Opiniões de clientes

4,6 de 5
87 avaliações

87 avaliações

Platini14 ,

Excelente Podcasts

Parabéns! Excelentes reportagens e histórias.

Dnzfrnc ,

Mais do mesmo

Referente ao deboche do lil nas xixi...queria ver ele debochar num próximo clipe do islamismo. Quero ver se tem coragem.

Aluiza86 ,

Gente “jovem” falando de forma comprometida sobre arte e cultura.

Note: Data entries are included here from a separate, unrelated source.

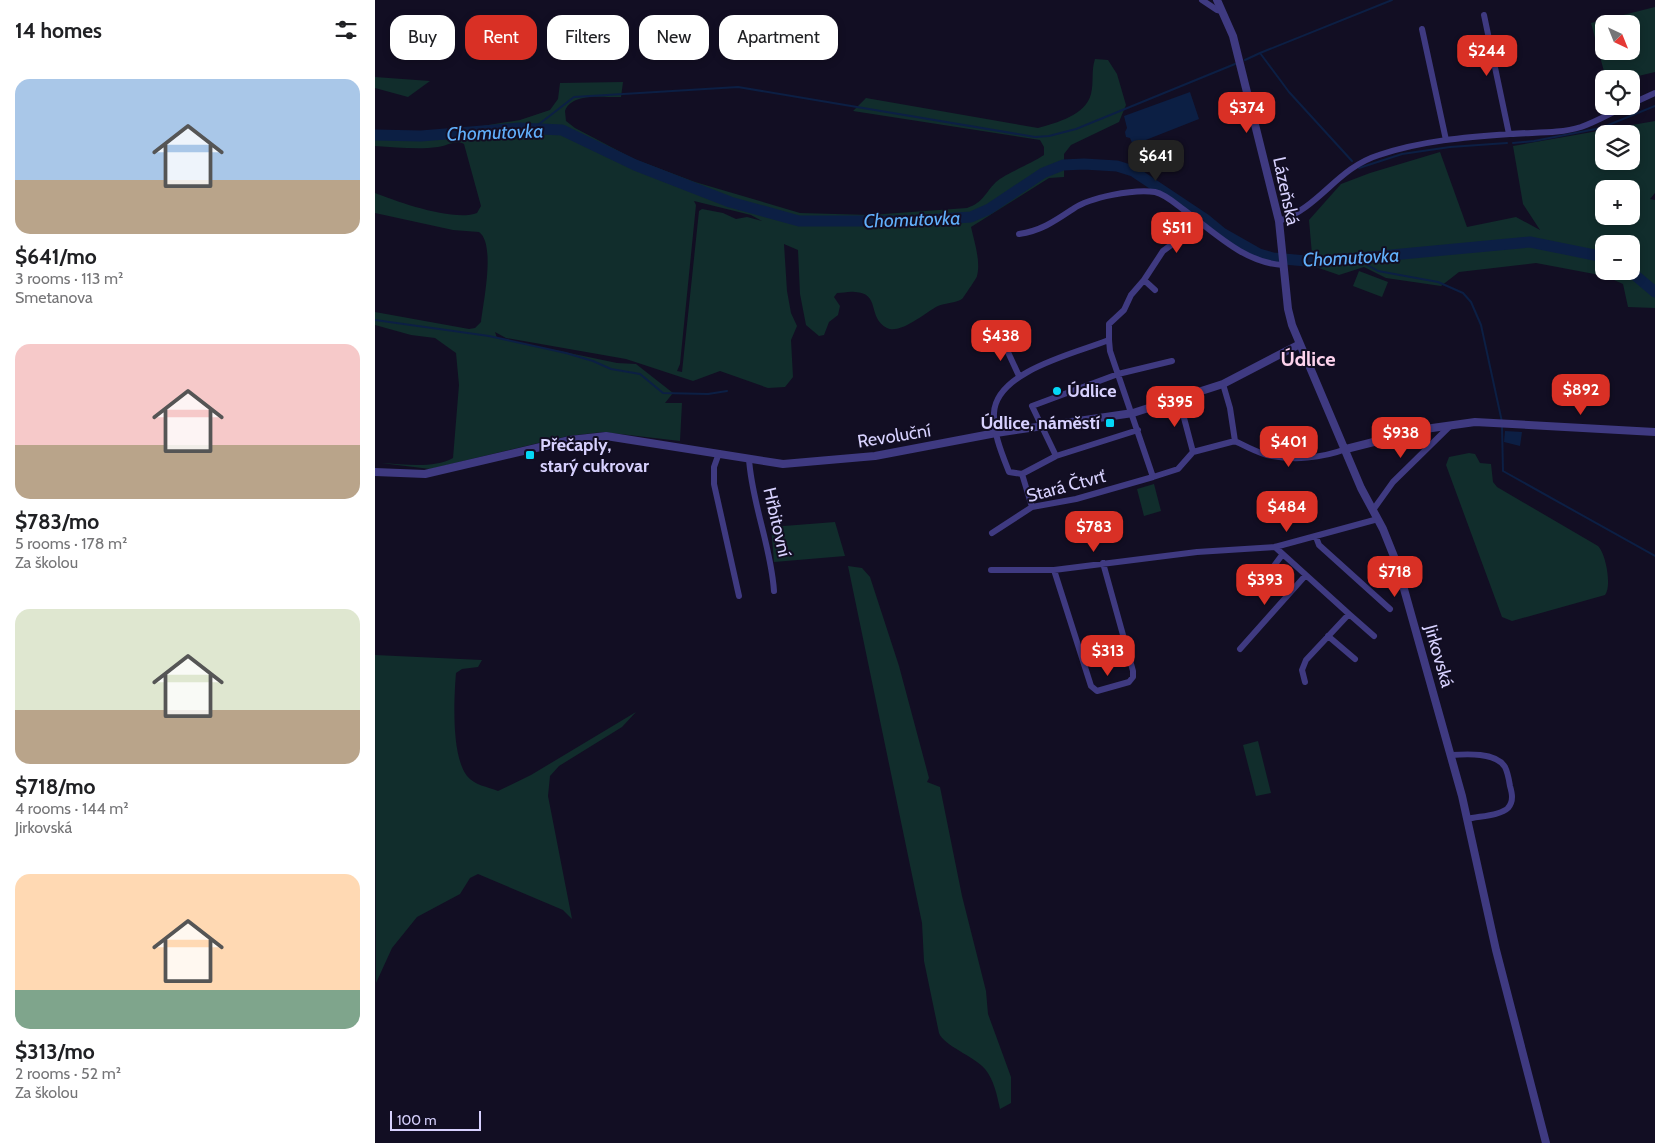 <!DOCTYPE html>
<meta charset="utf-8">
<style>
body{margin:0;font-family:Cabin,sans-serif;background:#f2f2f2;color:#202124;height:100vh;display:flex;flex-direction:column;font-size:19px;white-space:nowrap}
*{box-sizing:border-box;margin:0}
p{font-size:16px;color:#757577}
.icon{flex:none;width:28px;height:28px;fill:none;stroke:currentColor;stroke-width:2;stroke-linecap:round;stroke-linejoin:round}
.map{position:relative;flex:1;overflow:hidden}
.side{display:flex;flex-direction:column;background:#fff;width:375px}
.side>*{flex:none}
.hud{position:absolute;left:15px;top:15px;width:475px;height:45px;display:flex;gap:10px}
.needle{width:32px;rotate:137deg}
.buttons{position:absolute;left:1220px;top:15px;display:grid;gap:10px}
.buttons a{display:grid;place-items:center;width:45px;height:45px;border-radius:10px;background:#fff;box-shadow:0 2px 8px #0003;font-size:25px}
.scale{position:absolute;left:15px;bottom:12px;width:91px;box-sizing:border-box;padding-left:5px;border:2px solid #d7d1fe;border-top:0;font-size:14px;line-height:18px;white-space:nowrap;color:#d7d1fe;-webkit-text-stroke:4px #120e23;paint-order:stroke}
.price{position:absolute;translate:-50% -42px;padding:0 11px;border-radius:10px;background:#d93025;color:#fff;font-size:16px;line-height:32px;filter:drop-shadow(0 1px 2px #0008)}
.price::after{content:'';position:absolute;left:50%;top:30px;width:15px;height:11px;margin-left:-8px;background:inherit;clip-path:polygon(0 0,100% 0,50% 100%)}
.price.active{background:#222;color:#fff}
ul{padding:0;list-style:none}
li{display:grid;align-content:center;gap:10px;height:265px;padding:0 15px}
li span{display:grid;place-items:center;height:155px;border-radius:15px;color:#555}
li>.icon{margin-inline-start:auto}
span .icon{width:90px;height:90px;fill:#fffc;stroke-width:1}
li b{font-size:21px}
h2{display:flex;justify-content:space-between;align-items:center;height:60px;padding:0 15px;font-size:21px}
.pill{padding:0 18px;border-radius:15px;background:#fff;box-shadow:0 2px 8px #0003;font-size:18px;line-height:45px}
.pill.active{background:#d93025;color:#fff}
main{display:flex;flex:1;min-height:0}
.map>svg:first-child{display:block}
.green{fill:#112d2c;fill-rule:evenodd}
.water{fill:#0c1f44}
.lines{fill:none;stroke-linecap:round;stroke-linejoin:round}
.stream{stroke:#0c1f44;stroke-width:2}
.river{stroke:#0c1f44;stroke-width:11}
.minor{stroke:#3f3a81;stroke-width:6}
.tertiary{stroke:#3f3a81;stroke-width:8}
.poi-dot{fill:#04d8f7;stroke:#120e23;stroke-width:2}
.labels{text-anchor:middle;stroke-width:4;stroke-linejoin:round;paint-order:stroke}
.street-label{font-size:18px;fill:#d7d1fe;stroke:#120e23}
.poi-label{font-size:18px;font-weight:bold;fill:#d7d1fe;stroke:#120e23;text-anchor:start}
.water-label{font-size:19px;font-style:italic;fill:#61b0fc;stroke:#120e23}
.quarter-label{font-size:20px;font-weight:bold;fill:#fed3ed;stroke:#120e23}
</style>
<main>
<section class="side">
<h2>14 homes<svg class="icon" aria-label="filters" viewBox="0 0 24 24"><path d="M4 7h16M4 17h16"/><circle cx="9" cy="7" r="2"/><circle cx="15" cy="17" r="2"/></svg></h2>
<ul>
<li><span style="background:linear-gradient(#a9c7e8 65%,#b9a48a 0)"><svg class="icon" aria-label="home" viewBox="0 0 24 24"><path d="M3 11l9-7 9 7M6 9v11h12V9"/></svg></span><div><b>$641/mo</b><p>3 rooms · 113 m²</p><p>Smetanova</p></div></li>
<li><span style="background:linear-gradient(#f6c9c9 65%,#b9a48a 0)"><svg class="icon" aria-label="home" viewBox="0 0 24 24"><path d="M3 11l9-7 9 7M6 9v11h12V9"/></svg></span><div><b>$783/mo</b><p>5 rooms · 178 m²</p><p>Za školou</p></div></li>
<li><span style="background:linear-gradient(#dfe7d0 65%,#b9a48a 0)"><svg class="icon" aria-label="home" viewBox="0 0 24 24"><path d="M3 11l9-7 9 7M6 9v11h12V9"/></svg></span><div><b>$718/mo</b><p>4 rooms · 144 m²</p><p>Jirkovská</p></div></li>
<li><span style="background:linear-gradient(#ffd9b3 75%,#7fa58c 0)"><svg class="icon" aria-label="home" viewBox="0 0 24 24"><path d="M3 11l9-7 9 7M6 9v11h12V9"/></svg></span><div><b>$313/mo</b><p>2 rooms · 52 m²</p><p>Za školou</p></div></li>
</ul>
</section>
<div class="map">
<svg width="1280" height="1143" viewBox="0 0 1280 1143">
<rect width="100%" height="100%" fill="#120e23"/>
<path class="green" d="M 1280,7 L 1280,72 L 1251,79 L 1231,79 L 1216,23 ZM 1229,24 L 1256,24 L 1256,51 L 1229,51 Z
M 720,59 L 733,60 L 742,74 L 751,105 L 744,122 L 696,145 L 689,154 L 689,177 L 674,178 L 596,227 C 599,241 606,261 602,276 C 602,278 589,296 588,298 C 583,303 569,303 563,306 C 551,312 525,335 512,328 C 492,318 506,293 480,292 C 474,291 468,293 462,293 L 459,297 L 465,306 L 463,315 L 454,322 L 449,335 L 444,336 L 431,325 L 425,294 L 423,250 L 409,244 L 412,291 L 416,313 L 422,326 L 416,340 L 418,377 L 410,387 L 393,388 L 345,371 L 318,381 L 251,359 L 131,338 L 120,332 L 122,338 L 242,363 L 261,364 L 298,393 L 290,403 L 307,403 L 305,441 L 228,432 L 193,436 L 55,469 L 6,463 C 28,464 58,469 78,458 L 84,385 L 81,353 L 60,338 L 36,335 L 0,325 L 0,312 L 94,329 L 100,328 L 106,322 C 108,303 121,244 104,232 L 78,230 L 0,213 L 0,193 C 23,202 79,222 102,213 L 106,206 L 89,144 C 81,139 72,146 63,147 C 42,150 21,147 0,146 L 0,140 L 20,140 L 145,120 L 175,110 L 183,99 L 185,83 L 248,82 L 246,97 C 229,98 197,92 190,111 L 191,121 L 200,128 L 259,159 L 320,182 L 425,213 L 495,215 L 592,208 C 609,202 609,194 621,182 C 631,173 656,164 669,155 L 669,147 L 665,140 L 478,111 L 491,98 L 663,128 C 681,123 711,115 716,94 C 719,82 716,71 720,59 ZM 319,201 L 376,215 L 387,221 L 372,217 L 361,219 L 348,213 L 327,209 L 324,211 L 307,372 L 302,371 L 305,364 L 321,205 Z
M 0,77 L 55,81 L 33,97 L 0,88 Z
M 1280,121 L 1280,193 L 1275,199 L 1280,200 L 1280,308 L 1253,307 L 1248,284 L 1230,276 L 1161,263 L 1084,272 L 1066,286 L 1011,278 L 989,267 L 964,275 L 938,266 L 934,220 L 966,184 L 995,173 L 1065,152 L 1092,227 L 1141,217 L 1165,230 L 1148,204 L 1138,146 ZM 1229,134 L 1256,134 L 1256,161 L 1229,161 ZM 1229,189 L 1256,189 L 1256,216 L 1229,216 ZM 1229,244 L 1256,244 L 1256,271 L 1229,271 Z
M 984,271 L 1013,282 L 1007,297 L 978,286 Z
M 1094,453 L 1100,454 L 1105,463 L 1116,464 L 1118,482 L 1122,487 L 1223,546 C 1231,554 1237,586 1230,595 L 1137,621 L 1127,617 L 1071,465 L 1074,457 Z
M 779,484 L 786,511 L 769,516 L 762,489 Z
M 460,522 L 470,556 L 399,562 L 396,527 Z
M 473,566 L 487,568 L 495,577 L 524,666 L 554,778 L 552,782 L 565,787 L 587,896 L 611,991 L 613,1014 L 636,1077 L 636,1103 L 625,1109 C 622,1095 619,1080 610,1069 C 599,1056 569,1046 564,1033 L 549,961 L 547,923 Z
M 0,655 L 107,660 L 103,667 L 87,669 L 81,673 C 79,698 76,755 92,776 C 99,785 113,787 123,791 L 156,775 L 261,712 L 247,727 L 184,766 L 175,776 L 173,796 L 197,919 L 188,910 L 103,874 L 95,878 L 85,894 L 42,917 L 17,948 L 1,983 Z
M 883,741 L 896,793 L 881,796 L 868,745 Z"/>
<path class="water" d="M 815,92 L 824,119 L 758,145 L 755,138 L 751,137 L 750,132 L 752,128 L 749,116 Z
M 1130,431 L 1147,432 L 1145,446 L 1129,442 Z"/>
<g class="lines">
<path class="stream" d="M 885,53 L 1017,0
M 870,60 L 885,53 L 914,92 L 977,161
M 159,128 L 199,97 L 363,87 L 660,137 L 674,136 L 701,129 L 860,64
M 1138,143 L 1159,141 L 1226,128 L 1280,106
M 984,168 L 1027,154 L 1075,147 L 1132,143
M 980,258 L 1003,271 L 1063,282 L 1088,293 L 1096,302 L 1106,325 L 1127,422
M 0,320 L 114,336 L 191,353 L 218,361 L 236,369 L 265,374 L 288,393 L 333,394 L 352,391
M 1127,427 L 1128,471 L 1280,556"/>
<path class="river" d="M 0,135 L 46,136 L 144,128 L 187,130 L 260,165 L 355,202 L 424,221 L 535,221 L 596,217 L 614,209 L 668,173 L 688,165 L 709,164 L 742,166 L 758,171 L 830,219 L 847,233 L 884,254 L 898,258 L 942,262 L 1155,242 L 1229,257
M 1255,271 L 1280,292"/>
<path class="minor" d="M 827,0 L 842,10 L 847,11
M 1109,15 L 1134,134
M 1047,29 L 1071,140
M 1256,104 L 1280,93
M 904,221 C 945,207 962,168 1004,155 C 1045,141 1091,137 1135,134 C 1159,132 1183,134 1206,127 C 1221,122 1236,113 1251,106
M 644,234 C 666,231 680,221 698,209 C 715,197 759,189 780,192 C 790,194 801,204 809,210 C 839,232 869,263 908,265
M 769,280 L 788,251 L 826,223
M 780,290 L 769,280 L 756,295 L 749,310 L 734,324 L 734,340 L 735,351 L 778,477 L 803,469 L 818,452
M 612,343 L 632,350 L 644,376
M 848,384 L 855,408 L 860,441
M 804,399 L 818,452
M 763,430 L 681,456 L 657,406 L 743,374 L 797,361
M 860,441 C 870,446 881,452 892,455 C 918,461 947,458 971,449
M 818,452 L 860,441
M 344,453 L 339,467 L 339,484 L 364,596
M 374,459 C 377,504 396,546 399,591
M 647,474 L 681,456
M 657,507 L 647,474 L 634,472 C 627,454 618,433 619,413 C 621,371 701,353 734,340
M 998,510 L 1018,482 L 1075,426
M 617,533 L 657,507 L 701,499 L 778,477
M 941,537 L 944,545 L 1015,609
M 900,547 L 974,614 L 931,660 L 927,670 L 930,682
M 616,570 L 679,570 L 822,552 L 900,547 L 1003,519
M 679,570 L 716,686 L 722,691 L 754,682 L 758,677 L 758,671 L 728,563
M 865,577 L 890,578 L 907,555
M 974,614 L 999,636
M 953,636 L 980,659
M 865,649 L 930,576
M 1076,755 C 1091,754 1121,752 1130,767 C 1133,773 1134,780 1135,786 C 1137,793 1139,801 1133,808 C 1125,816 1104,816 1092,819"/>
<path class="tertiary" d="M 842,0 L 858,36 L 904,221 L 913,309 L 917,325 L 986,488 L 1008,529 L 1022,564 L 1087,796 L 1121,950 L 1171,1143
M 971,449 L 1050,429 L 1100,422 L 1280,432
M 0,472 L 50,474 L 195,440 L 231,436 L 408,464 L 500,456 L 621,433 L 758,413 L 848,384 L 925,344"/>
</g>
<g class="poi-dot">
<circle cx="682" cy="391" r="5"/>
<rect x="730" y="418" width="10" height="10" rx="2.5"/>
<rect x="150" y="450" width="10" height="10" rx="2.5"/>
</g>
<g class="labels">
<g class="street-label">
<text transform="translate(911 191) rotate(78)" y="6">Lázeňská</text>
<text transform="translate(519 436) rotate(-9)" y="6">Revoluční</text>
<text transform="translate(691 486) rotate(-15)" y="6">Stará Čtvrť</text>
<text transform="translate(402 522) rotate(77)" y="6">Hřbitovní</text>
<text transform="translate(1064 656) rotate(74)" y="6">Jirkovská</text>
</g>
<g class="poi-label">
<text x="692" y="397">Údlice</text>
<text x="725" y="429" text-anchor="end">Údlice, náměstí</text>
<text x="165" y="451">Přečaply,<tspan x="165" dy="21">starý cukrovar</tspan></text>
</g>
<g class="water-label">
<text transform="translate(120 132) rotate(-2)" y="7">Chomutovka</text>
<text transform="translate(537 219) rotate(-2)" y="7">Chomutovka</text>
<text transform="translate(976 257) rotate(-3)" y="7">Chomutovka</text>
</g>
<g class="quarter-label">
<text x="933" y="366">Údlice</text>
</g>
</g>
</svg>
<div class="buttons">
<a><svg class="needle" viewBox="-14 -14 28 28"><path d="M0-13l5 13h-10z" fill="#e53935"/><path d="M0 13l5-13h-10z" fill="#757577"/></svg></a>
<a><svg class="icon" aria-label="locate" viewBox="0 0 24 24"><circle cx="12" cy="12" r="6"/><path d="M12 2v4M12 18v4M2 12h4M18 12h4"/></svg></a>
<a><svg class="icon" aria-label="layers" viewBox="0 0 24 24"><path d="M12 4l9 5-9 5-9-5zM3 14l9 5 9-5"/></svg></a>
<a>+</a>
<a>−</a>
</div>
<div class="scale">100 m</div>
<b class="price" style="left:1112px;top:77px">$244</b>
<b class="price" style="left:872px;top:134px">$374</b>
<b class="price active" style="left:781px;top:182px">$641</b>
<b class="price" style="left:802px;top:254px">$511</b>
<b class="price" style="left:626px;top:362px">$438</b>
<b class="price" style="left:1206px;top:416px">$892</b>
<b class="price" style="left:800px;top:428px">$395</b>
<b class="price" style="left:1026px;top:459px">$938</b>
<b class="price" style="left:914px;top:468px">$401</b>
<b class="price" style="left:912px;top:533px">$484</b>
<b class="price" style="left:719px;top:553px">$783</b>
<b class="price" style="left:1020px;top:598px">$718</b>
<b class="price" style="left:890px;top:606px">$393</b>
<b class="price" style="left:733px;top:677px">$313</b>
<div class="hud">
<a class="pill">Buy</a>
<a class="pill active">Rent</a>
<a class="pill">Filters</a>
<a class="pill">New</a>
<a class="pill">Apartment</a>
</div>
</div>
</main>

Adoro a abordagem. É possível falar de arte de forma séria e sem afetação. Embora tenham uma pitada de “sampa centro do mundo” ( não me refiro ao sotaque! Rsrs! Esse tá de boa) isso não afeta em nada essa pegada jovial e ao mesmo tempo séria ( sei lá por que motivo esses dois atributos teriam de estar separados!) sobre o mundo da cultura! Gosto muito e já “assisti” todos os episódios. O do palhaço me emocionou, o do Zé do caixão amplia e o da Sjunior é hilário !
Uma sugestão : galera da uma rodada pelo Brasil! da pra ter pauta muita coisa boa por aí ! Que tal a Flica , o Inhotim ou sei lá o diabo a quatro! Algo do sul , do norte ? Pensem aí.